• _SUPPLIED INFORMATION_:
────────────────────
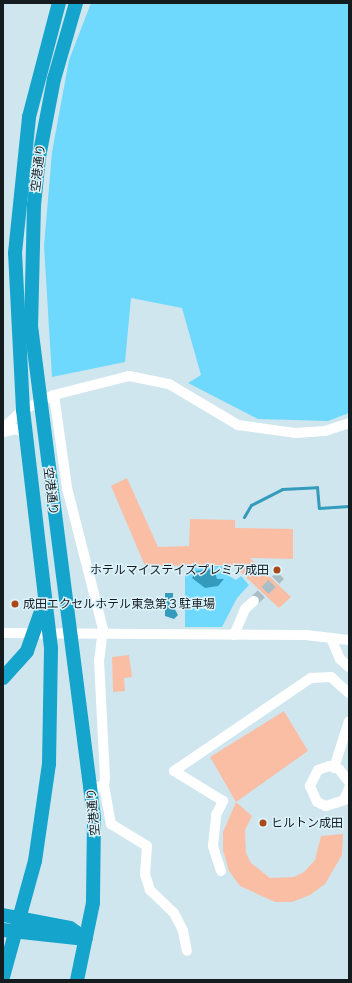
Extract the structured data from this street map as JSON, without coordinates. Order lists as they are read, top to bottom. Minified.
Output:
{"streets":{"highway":["空港通り"]},"places":["ホテルマイステイズプレミア成田","成田エクセルホテル東急第３駐車場","ヒルトン成田"]}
────────────────────
Everything in the data except the pictures should be restated word for word.

• _WRITTEN REPLY_:
Extract the structured data from this street map as JSON, without coordinates. Order lists as they are read, top to bottom. Minified.
Output:
{"streets":{"highway":["空港通り"]},"places":["ホテルマイステイズプレミア成田","成田エクセルホテル東急第３駐車場","ヒルトン成田"]}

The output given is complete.